Collected data
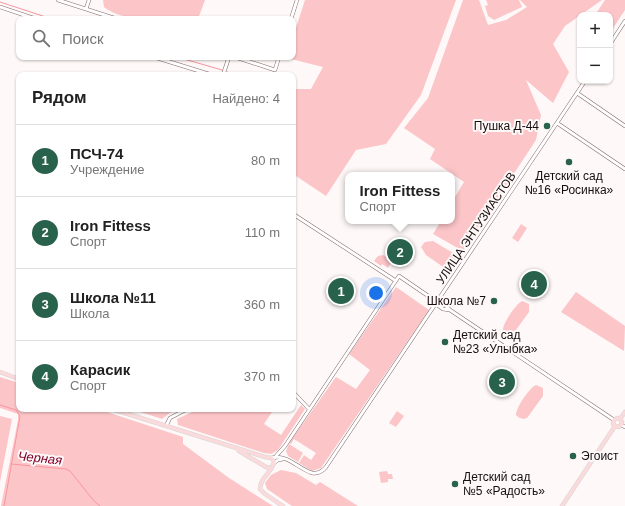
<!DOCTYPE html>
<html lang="ru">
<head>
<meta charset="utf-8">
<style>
  :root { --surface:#fff; --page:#f6f6f6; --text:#222; --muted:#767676; --line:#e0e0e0; --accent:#29624c }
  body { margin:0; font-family:Helvetica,sans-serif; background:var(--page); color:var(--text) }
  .controls { position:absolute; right:12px; top:12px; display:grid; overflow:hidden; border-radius:8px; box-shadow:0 1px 3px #0004 }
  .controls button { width:36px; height:36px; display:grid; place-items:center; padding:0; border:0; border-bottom:1px solid var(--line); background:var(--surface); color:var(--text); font:20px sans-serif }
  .you { position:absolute; left:376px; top:293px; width:14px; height:14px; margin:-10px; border:3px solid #fff; border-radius:50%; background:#1a73e8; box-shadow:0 0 0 6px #1a73e833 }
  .badge { display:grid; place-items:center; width:26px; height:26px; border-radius:50%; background:var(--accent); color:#fff; font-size:13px; font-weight:700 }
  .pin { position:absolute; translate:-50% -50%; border:2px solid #fff; box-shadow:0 1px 4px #0006 }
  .popup { position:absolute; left:345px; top:172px; width:110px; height:52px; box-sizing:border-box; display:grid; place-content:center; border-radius:8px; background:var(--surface); filter:drop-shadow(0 1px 3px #0005); font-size:13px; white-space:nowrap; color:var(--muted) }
  .popup b { font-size:15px; color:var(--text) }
  .popup::after { content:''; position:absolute; left:50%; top:100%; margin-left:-8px; border:8px solid transparent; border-top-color:var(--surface) }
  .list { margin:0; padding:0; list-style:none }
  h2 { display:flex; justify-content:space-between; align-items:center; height:52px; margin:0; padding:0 16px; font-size:17px }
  h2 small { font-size:13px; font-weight:400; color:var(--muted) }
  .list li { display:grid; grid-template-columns:26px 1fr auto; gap:12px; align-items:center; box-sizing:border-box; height:72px; padding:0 16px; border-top:1px solid var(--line) }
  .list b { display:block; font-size:15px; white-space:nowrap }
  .list p { margin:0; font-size:13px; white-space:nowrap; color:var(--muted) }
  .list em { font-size:13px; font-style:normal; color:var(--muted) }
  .icon { flex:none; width:22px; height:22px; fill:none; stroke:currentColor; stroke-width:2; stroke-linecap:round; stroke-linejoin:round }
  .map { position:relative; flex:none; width:625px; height:506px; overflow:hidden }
  .search { position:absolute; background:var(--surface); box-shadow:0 1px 3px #0004; left:16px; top:16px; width:280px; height:44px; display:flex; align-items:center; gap:10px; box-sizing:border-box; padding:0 14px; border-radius:8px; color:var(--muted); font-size:15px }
  .panel { position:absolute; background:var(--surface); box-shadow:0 1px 3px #0004; left:16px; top:72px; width:280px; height:340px; border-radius:8px }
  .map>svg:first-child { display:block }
</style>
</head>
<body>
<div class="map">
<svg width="625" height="506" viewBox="0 0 625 506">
  <rect width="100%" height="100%" fill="#fef8f8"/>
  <path fill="#fcc5c8" d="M103,0H205L198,19C171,19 125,24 104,7Z
    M305,0H456L421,95L386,144L356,150L326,196L293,174V89H311L323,67L287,58L293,57V37Z
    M463,0H479L488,25L506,20L527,7L520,0H602L565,26L553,44L569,72L553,103L526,80L541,115L536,140L463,251L433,234L441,221H452V202L464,182L430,159L435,149L404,128L428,98Z
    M486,0H519L522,7L494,20L488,16L485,6L488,5Z
    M605,0H625V10L610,33V15H595Z
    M521,224L527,228L518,242L512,238Z
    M433,241L458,256L449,271L426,255L421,247L425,242Z
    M383,255L392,261L388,268L382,264L381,266L374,261L378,256Z
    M396,287L429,310L321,468L312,471L299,463L304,455L311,460L316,453L294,439L291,444L289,443L336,377L356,389L370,370L349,354Z
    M576,292L625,326L624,351L561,312Z
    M522,301L529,304V312L513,334L509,335L504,333L503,331C502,324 516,304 522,301Z
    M0,377L19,383V409H98L183,437V444L229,478L273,506H1L18,420V414L0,408Z
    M536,385L543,388V396L527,418L523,419L518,417L516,415C516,408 529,388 536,385Z
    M301,405L305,409L278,450L271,454L264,453L178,425L177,419L199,409H274L264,424L281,435Z
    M131,409H175L162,419Z
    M397,411L404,416L396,427L389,423Z
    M0,416L12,419L0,482Z
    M289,444L303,453L298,462L288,456L286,451Z
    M281,470L296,473L316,485L320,482L358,506H292L267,489L265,483L271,475Z
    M387,471L388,474H392L393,479H388V482L381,483L379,472Z"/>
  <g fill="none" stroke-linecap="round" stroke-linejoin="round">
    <path stroke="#fa959e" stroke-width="1" d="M0,2L52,19
      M177,57L222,70
      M227,72L237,75
      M0,405L16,410L20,416L4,506
      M11,464L66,469L70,471L94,501L100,506"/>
    <g stroke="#846a6c" stroke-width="4">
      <path id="minor" d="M58,0L117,19
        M0,7L36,19
        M86,9L89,0
        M291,19L297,0
        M610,44L625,21
        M154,57L212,75
        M235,57L275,70L279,57
        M223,75L229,57
        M577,93L625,126
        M557,123L625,169
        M293,214L396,281
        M438,300L445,305L450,310L614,420
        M436,304L443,309L450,310
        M293,392L309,409
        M621,425L625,427
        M166,426L170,418L187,409
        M276,456L285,446L399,276L437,302
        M271,458C288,454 297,468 312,473C318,474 322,472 326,467L585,81
        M274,463L278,460L283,459"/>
    </g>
    <g stroke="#d5d4d4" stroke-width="4.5">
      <path id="major" d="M0,372L19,379
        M112,409L265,457L271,458L274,461C274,471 260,477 260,489L265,494L283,506
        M620,419L625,412
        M615,426L613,424L614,420L617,418L620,419
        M615,426L619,427L621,425L622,422L620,419
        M239,451L266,467L271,468
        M562,506L615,426"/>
    </g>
    <use href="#minor" stroke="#fff" stroke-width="3"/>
    <use href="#major" stroke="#fbdadc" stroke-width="3.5"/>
  </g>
  <g fill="#29624c" stroke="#fef8f8" stroke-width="1.5">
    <circle cx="547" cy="126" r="4"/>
    <circle cx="569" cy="162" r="4"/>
    <circle cx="494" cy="301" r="4"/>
    <circle cx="445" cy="342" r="4"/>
    <circle cx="573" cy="456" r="4"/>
    <circle cx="455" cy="484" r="4"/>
  </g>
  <g text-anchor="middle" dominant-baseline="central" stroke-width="4" stroke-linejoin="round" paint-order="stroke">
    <g font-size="12" fill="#170e0e" stroke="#fef8f8" text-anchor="start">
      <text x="539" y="126" text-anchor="end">Пушка Д-44</text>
      <text x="569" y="176" text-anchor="middle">Детский сад<tspan x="569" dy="14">№16 «Росинка»</tspan></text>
      <text x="486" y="301" text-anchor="end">Школа №7</text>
      <text x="453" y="335">Детский сад<tspan x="453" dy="14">№23 «Улыбка»</tspan></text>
      <text x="581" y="456">Эгоист</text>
      <text x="463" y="477">Детский сад<tspan x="463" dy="14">№5 «Радость»</tspan></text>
    </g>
    <g font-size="12" fill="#170e0e" stroke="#fef8f8">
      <text transform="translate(476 228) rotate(-56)">УЛИЦА ЭНТУЗИАСТОВ</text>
    </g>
    <g font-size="13" font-style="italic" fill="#800329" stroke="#fef8f8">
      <text transform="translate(40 458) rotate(6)">Черная</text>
    </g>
  </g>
</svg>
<div class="controls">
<button>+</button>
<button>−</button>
</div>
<div class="you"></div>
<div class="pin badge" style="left:341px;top:291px">1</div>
<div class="pin badge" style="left:400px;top:252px">2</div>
<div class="popup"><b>Iron Fittess</b>Спорт</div>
<div class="pin badge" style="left:502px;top:382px">3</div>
<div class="pin badge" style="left:534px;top:284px">4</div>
<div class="search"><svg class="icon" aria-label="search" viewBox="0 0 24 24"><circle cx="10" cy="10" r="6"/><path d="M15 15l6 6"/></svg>Поиск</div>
<section class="panel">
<h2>Рядом<small>Найдено: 4</small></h2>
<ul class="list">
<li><span class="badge">1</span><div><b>ПСЧ-74</b><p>Учреждение</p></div><em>80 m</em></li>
<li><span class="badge">2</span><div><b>Iron Fittess</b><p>Спорт</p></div><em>110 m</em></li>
<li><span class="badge">3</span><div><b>Школа №11</b><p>Школа</p></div><em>360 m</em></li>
<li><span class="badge">4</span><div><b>Карасик</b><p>Спорт</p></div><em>370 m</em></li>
</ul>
</section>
</div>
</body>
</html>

● EXERCISE DIRECTIONS
From the line that has "display:block; font-size:15px; white-space:nowrap" through the line that has "M576,292L625,326L624,351L561,312Z", copy every line exactly as it appears above, and leave out all others.

● WRITTEN ANSWER
  .list b { display:block; font-size:15px; white-space:nowrap }
  .list p { margin:0; font-size:13px; white-space:nowrap; color:var(--muted) }
  .list em { font-size:13px; font-style:normal; color:var(--muted) }
  .icon { flex:none; width:22px; height:22px; fill:none; stroke:currentColor; stroke-width:2; stroke-linecap:round; stroke-linejoin:round }
  .map { position:relative; flex:none; width:625px; height:506px; overflow:hidden }
  .search { position:absolute; background:var(--surface); box-shadow:0 1px 3px #0004; left:16px; top:16px; width:280px; height:44px; display:flex; align-items:center; gap:10px; box-sizing:border-box; padding:0 14px; border-radius:8px; color:var(--muted); font-size:15px }
  .panel { position:absolute; background:var(--surface); box-shadow:0 1px 3px #0004; left:16px; top:72px; width:280px; height:340px; border-radius:8px }
  .map>svg:first-child { display:block }
</style>
</head>
<body>
<div class="map">
<svg width="625" height="506" viewBox="0 0 625 506">
  <rect width="100%" height="100%" fill="#fef8f8"/>
  <path fill="#fcc5c8" d="M103,0H205L198,19C171,19 125,24 104,7Z
    M305,0H456L421,95L386,144L356,150L326,196L293,174V89H311L323,67L287,58L293,57V37Z
    M463,0H479L488,25L506,20L527,7L520,0H602L565,26L553,44L569,72L553,103L526,80L541,115L536,140L463,251L433,234L441,221H452V202L464,182L430,159L435,149L404,128L428,98Z
    M486,0H519L522,7L494,20L488,16L485,6L488,5Z
    M605,0H625V10L610,33V15H595Z
    M521,224L527,228L518,242L512,238Z
    M433,241L458,256L449,271L426,255L421,247L425,242Z
    M383,255L392,261L388,268L382,264L381,266L374,261L378,256Z
    M396,287L429,310L321,468L312,471L299,463L304,455L311,460L316,453L294,439L291,444L289,443L336,377L356,389L370,370L349,354Z
    M576,292L625,326L624,351L561,312Z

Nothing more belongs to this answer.